_Work request_
Your answer should consist of the lines below that hold the word "text".
# # # # # # #
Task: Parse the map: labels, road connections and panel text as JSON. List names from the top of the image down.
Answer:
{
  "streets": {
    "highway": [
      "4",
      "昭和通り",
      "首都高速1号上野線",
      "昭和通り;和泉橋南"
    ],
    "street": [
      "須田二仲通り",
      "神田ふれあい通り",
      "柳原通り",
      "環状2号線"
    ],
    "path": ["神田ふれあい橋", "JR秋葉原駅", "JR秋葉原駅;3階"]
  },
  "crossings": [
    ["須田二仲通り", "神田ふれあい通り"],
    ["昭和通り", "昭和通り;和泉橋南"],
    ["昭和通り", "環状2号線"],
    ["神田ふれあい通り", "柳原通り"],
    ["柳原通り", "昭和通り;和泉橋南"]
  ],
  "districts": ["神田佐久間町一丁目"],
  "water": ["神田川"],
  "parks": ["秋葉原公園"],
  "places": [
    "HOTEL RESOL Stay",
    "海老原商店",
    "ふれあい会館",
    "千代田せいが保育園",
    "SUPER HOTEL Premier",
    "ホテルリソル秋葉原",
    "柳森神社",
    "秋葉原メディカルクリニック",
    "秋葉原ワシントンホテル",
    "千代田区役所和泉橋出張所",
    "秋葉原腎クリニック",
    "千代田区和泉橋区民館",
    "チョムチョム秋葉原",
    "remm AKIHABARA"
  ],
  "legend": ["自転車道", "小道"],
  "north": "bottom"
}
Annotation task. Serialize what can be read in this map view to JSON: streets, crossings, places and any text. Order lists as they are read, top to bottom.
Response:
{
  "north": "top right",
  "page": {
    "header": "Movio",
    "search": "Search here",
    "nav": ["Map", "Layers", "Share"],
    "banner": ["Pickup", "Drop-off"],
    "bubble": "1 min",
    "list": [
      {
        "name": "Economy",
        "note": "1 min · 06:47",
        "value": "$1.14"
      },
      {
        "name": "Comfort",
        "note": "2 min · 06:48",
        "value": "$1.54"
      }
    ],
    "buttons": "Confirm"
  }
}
# # # # # # #
_Result_
Task: Parse the map: labels, road connections and panel text as JSON. List names from the top of the image down.
Annotation task. Serialize what can be read in this map view to JSON: streets, crossings, places and any text. Order lists as they are read, top to bottom.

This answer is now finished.